Several weeks ago, I got an email from an NYT education writer who was writing an article about MFAs. And I was like, whoah, exciting, it’d be good publicity to have my name in the Times. Anyway, while talking to her, it became clear that the reason she’d contacted me was because of this blog post I’d read.
Now, I sort of stand by the things in that article. As a general principle, the structure of the MFA system is very classist, because it discriminates against people who don’t have time to take two years off from life. And I am fine saying that kind of thing when I control the message. However, I also went to an MFA program where the professors were really good to me. For one thing, they admitted me, even though I wrote science fiction. And they critiqued my work seriously. It was a very good place! And ever since reading The Journalist and the Murderer I’ve become uncomfortably aware that the principal role of journalists is to use a sense of camraderie in order to get people to say things that are against their self-interest. So I knew that if I said anything in the interview like what I’d said in the post, then my name would forever be linked to a quote wherein I slammed the MFA system for being classist, which would be: a) kind of rude to my program, since it’d be seen as an indictment of Hopkins more than anywhere else; and b) a little bit of a strange thing for me to complain about, since I come from an extremely upper-class background.

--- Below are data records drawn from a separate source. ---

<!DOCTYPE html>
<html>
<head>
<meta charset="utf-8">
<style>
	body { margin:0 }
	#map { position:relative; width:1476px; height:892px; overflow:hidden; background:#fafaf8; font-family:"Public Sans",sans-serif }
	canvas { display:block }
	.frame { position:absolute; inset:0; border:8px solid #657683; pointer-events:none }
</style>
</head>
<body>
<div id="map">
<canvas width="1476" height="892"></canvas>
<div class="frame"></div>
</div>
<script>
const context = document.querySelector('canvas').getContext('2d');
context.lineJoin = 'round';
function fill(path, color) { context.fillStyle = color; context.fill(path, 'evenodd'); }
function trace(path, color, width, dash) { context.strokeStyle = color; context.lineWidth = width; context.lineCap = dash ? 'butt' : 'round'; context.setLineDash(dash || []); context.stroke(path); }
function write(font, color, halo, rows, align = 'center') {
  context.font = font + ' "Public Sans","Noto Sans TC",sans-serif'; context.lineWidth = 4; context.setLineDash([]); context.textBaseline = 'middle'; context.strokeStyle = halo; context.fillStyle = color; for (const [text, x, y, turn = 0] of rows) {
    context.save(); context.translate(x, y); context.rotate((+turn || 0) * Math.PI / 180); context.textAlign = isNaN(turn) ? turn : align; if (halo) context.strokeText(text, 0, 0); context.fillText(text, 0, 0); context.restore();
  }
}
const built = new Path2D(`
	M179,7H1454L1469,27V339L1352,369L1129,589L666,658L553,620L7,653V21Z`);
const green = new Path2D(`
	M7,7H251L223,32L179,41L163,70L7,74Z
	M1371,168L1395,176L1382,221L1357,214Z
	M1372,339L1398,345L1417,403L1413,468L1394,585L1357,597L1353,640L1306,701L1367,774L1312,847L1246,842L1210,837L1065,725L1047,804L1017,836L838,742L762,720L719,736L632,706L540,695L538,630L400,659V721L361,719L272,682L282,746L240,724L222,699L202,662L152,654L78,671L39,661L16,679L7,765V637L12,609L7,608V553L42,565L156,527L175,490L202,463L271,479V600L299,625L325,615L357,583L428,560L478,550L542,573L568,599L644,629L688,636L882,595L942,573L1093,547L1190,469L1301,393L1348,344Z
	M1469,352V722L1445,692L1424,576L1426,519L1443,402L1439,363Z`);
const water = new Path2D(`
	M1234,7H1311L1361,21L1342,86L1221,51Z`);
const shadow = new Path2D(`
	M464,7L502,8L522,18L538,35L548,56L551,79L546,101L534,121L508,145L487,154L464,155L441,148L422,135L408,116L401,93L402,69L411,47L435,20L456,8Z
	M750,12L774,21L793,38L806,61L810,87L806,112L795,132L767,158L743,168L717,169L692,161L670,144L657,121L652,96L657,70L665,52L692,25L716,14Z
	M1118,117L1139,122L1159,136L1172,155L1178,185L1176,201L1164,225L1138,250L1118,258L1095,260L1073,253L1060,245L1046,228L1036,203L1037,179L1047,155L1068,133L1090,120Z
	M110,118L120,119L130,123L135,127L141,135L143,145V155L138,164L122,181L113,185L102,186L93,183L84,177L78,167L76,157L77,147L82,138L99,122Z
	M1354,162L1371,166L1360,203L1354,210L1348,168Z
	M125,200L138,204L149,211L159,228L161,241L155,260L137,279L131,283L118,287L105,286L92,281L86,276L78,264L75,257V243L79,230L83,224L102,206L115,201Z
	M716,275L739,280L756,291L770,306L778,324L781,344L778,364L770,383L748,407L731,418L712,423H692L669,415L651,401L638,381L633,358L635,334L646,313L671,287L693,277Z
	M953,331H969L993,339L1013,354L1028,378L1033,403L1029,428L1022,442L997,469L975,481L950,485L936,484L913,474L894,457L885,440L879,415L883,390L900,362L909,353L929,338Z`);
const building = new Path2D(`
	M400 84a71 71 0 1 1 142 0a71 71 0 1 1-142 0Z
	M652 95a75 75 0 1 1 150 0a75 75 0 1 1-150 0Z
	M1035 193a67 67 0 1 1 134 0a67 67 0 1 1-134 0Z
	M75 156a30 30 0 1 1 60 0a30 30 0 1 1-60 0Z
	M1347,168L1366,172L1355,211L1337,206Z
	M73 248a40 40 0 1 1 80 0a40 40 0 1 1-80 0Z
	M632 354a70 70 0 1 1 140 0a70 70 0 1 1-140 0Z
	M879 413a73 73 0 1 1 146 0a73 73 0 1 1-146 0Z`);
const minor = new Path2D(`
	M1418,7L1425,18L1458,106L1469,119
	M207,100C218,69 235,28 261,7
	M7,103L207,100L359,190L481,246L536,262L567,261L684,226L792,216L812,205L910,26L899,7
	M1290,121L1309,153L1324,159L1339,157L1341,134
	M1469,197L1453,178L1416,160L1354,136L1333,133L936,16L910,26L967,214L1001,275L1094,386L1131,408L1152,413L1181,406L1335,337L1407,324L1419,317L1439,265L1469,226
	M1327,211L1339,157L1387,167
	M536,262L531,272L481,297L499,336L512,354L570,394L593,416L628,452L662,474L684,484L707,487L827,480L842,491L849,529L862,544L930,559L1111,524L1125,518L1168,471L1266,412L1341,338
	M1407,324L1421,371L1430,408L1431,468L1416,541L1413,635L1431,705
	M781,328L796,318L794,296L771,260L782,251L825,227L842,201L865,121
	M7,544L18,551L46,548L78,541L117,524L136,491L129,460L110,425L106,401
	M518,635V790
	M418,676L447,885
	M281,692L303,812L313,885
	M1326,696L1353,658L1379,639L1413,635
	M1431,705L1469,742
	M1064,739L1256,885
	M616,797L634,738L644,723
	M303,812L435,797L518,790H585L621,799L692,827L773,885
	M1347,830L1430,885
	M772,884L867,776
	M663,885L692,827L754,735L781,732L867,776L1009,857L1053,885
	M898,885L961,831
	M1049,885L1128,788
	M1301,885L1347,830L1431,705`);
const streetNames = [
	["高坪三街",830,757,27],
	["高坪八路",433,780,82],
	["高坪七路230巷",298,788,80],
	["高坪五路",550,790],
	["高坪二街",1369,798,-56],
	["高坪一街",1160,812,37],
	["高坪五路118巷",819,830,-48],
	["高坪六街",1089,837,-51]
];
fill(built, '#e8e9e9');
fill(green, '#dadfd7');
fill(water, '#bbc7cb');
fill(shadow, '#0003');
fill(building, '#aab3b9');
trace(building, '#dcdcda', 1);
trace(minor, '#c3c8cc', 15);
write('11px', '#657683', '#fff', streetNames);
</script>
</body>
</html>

(The things I could say, without sounding ridiculous, would be that the MFA system is racist and homophobic, but those things aren’t really true. Or, at least, MFA programs are certainly much less racist and homophobic than the sci-fi/fantasy world.)

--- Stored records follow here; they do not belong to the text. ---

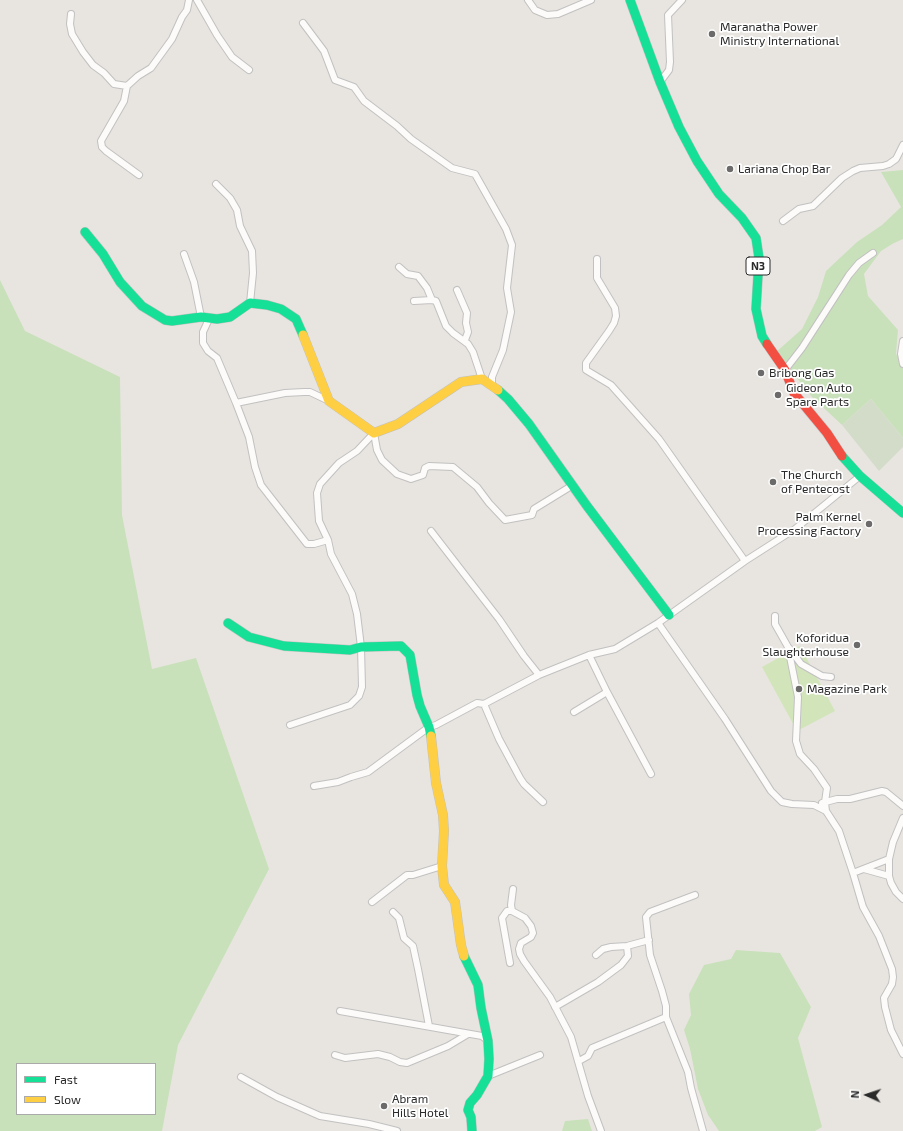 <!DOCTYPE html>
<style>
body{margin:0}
#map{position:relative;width:903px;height:1131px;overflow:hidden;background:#e8e5e0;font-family:"Exo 2",sans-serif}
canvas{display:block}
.legend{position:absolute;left:16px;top:1063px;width:140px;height:52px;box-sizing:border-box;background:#fff;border:1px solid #aaa;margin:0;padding:5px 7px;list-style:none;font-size:12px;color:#2a2a2a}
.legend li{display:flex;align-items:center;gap:8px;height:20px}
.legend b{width:20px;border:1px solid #aaa}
.north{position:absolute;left:847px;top:1075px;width:40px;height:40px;-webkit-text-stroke:3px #fff;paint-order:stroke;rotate:273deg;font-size:11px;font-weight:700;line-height:16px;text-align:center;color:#2a2a2a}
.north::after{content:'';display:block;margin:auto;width:14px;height:18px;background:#2a2a2a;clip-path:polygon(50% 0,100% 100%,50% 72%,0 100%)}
</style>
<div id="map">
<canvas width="903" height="1131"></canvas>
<ul class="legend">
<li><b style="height:5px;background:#16e098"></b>Fast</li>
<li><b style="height:5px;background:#ffcf43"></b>Slow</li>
</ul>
<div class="north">N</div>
</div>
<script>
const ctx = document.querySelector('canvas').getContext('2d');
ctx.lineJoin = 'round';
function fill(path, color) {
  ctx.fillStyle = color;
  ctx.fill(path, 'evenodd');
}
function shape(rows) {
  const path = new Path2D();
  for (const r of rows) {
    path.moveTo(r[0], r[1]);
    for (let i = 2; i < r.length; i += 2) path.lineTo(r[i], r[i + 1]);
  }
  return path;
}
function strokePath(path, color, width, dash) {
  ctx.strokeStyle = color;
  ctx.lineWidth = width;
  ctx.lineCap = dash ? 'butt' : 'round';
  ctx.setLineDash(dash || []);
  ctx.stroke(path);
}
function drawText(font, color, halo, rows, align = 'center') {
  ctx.font = font + ' "Exo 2",sans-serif';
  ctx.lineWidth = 3.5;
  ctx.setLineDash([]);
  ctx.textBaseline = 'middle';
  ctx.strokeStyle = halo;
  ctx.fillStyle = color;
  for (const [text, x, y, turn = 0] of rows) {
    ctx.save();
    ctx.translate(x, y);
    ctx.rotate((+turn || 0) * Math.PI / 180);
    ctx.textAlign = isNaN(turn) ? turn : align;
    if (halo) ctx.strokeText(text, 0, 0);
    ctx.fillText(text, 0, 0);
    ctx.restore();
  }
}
const green = shape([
 [903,170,903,239,894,243,881,251,864,274,868,296,898,330,896,354,903,362,903,438,871,399,842,425,812,397,776,352,802,329,818,297,826,271,857,242,882,225,901,207,881,172],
 [0,280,25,331,120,377,122,515,152,669,196,658,269,869,178,1045,162,1131,0,1131],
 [17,1064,155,1064,155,1114,17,1114],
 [736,950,780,953,811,1007,798,1038,822,1127,815,1131,719,1131,708,1115,698,1089,690,1049,684,1030,691,1015,689,994,704,965,731,959],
 [588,1119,592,1131,562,1131,565,1121]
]);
const cemetery = shape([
 [871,399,903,438,903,447,879,471,842,425]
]);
const pitch = shape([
 [800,646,835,711,797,731,762,667]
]);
const street = shape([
 [197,0,217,35,232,57,249,70],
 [528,0,535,10,547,15,558,14,591,0],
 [71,14,70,24,72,34,83,52,93,65,104,73,114,84,127,86],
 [303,23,324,51,335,80,354,87,364,101,397,126,411,139,452,168,475,174,506,229,512,245,507,288,511,312,503,350,492,377,492,385],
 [660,82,669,70,670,62,668,15,682,0],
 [139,175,106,151,102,147,101,141,124,101,127,86,138,76,151,68,172,39,182,17,187,10,189,0],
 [216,184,230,198,237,210,240,226,252,251,253,273,250,303],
 [783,221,799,209,813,206,842,178,853,171,860,168,883,166,889,164,896,159,903,145],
 [184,254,194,282,201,317],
 [597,259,597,278,615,308,616,316,614,323,609,331,586,363,586,370,611,385,659,439,745,561],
 [399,267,407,274,418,276,427,288,432,300],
 [457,290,467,313,466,323,468,332,465,340],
 [414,301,432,300,436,301,446,326,453,333,468,344,473,352,482,379],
 [209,319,203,332,203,343,208,351,217,358,236,403,249,437,255,467,261,485,307,544,314,544,328,540],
 [903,341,901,354,903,364],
 [785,370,802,348,849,275,859,263,873,253],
 [236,403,285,393,304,392,310,392,329,401],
 [374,433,377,450,382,460,397,474,411,479,423,475,425,468,429,466,453,467,477,487,489,503,505,520,532,515,534,509,573,485],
 [431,531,499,619,524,656,539,675],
 [775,616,775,624,788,647,798,697,796,741,800,754,814,769,827,788,825,802,826,811],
 [658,623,725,719,771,791,782,802,792,804,814,805,826,811,839,831,853,873,863,907,879,936,892,969,893,977,892,984,884,998,885,1007,891,1030,903,1054],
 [789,648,801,664,822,676,831,677],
 [589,655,607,692,651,774],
 [484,704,499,739,520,778,524,784,543,802],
 [574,712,607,692],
 [290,725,350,705,359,696,362,687,361,647,357,614,352,594,331,554,328,540,319,521,317,493,320,484,339,463,357,451,374,433],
 [314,786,338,782,351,777,368,772,429,727,436,725,477,703,484,704,539,675,589,655,615,649,658,623,745,561,795,529,860,476],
 [822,803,837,799,850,799,882,791,886,792,903,806],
 [903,818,893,842,889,859,889,876,891,883,896,892,903,899],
 [864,869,889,876],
 [853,873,889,859],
 [513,889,511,905,512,911,525,918,531,926,533,933,531,937,521,943,519,949,520,954,524,961,550,997,571,1037,588,1096,601,1131],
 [695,895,650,912,646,917,650,955,662,991,666,1006,666,1017,688,1072,691,1088,703,1131],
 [372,902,407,875,413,875,442,866],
 [393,912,399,918,404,938,413,946,418,969,429,1026],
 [596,955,603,949,611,947,627,946,649,940],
 [510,963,502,918,507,911,512,911],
 [555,1007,598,982,621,965,628,956,627,946],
 [340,1011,482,1036,488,1041],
 [335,1055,345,1058,378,1054,390,1057,400,1062,407,1063,448,1046,468,1034],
 [579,1061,588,1056,592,1048,666,1017],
 [488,1076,540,1055],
 [241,1077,277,1097,320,1116,369,1124,397,1131]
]);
const fast = shape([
 [630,0,660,82,679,127,697,161,719,194,742,218,756,238,759,258,756,309,762,336,767,344],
 [85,232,103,254,120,282,142,306,165,320,172,321,201,317,217,319,230,317,250,303,267,305,281,309,296,319,303,335],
 [498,390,508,399,529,424,587,506,669,615],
 [842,456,860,476,903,513],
 [228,623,249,637,284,646,350,650,361,647,401,646,410,655,417,695,420,706,429,727,431,736],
 [464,956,478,985,481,1008,488,1041,489,1059,488,1076,477,1095,470,1103,468,1110,471,1117,472,1131]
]);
const slow = shape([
 [303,335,329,401,374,433,398,424,461,382,482,379,498,390],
 [431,736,436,783,443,815,444,831,442,866,444,885,455,902,461,945,464,956]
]);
const jam = shape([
 [767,344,785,370,794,393,827,433,842,456]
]);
const markers = [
 [712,34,4,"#6c6b6a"],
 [730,169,4,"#6c6b6a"],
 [761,373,4,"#6c6b6a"],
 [778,395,4,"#6c6b6a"],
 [773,482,4,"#6c6b6a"],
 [869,524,4,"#6c6b6a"],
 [857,645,4,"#6c6b6a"],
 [799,689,4,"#6c6b6a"],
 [384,1106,4,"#6c6b6a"]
];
const shields = [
 [758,266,24]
];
const shieldNames = [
 ["N3",758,266]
];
const poiNames = [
 ["Maranatha Power",720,27],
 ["Ministry International",720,41],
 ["Lariana Chop Bar",738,169],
 ["Bribong Gas",769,373],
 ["Gideon Auto",786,388],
 ["Spare Parts",786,402],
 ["The Church",781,475],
 ["of Pentecost",781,489],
 ["Palm Kernel",861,517,"right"],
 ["Processing Factory",861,531,"right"],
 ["Koforidua",849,638,"right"],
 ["Slaughterhouse",849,652,"right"],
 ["Magazine Park",807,689],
 ["Abram",392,1099],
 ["Hills Hotel",392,1113]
];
fill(green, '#c9e1bb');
fill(cemetery, '#d3dcc9');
fill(pitch, '#d2e5ba');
strokePath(street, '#c2c1c1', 8);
strokePath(fast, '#c2c1c1', 10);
strokePath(slow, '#c2c1c1', 10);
strokePath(jam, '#c2c1c1', 10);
strokePath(street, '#fcfbfa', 6);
strokePath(fast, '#16e098', 9);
strokePath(slow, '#ffcf43', 9);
strokePath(jam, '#f24e42', 9);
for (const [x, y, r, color] of markers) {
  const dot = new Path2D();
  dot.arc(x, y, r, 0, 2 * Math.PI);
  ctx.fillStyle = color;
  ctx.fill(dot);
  strokePath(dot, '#fff', 1.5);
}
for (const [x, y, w] of shields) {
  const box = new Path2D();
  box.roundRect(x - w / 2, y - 9, w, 18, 3);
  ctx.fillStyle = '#fff';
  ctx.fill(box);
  strokePath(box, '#2a2a2a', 1);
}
drawText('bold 11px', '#2a2a2a', null, shieldNames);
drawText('12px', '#2a2a2a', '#fff', poiNames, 'left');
</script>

So anyway, I was extremely cagey during this interview and in fact I asked the reporter to send me any quotes from me before she used them, on the principle that she’d be embarrassed to print anything too detrimental to my interest if she actually had to own up, to me, that she was doing it. (However, even though she promised to do that, she didn’t actually send me the quotes.)
Anyway, for these reasons I was fairly certain that they wouldn’t use any quotes from me, since it can’t be hard to find an MFA student or graduate who’s willing to publicly say things that are much more provocative than I will. But whatever, they did end up putting in a quote by me and that makes me happy. The quote they used came from a bit where I talked about how I kind of feel like life in the MFA is too easy and you get too much instant gratification (via people saying nice things about your writing) and that it’s not really a good preparation for the real thing that makes or breaks a writing career, which is the ability to work and work and work even though no one in the world cares whether you produce a story or not.
(What also makes me happy: they extensively quoted my favorite Hopkins professor–Jean McGarry. I love her. What she said was actually pretty incendiary, which is that writers expect more hand-holding nowadays than they used to, and that that’s a reflection of a change in the times. And I have no idea whether that’s true, but that’s at least an interesting thing to say, right? Anyway, that also made me really happy I didn’t provide a more incendiary quote, since I’d have been really unhappy to have it featured right under the one from McGarry.)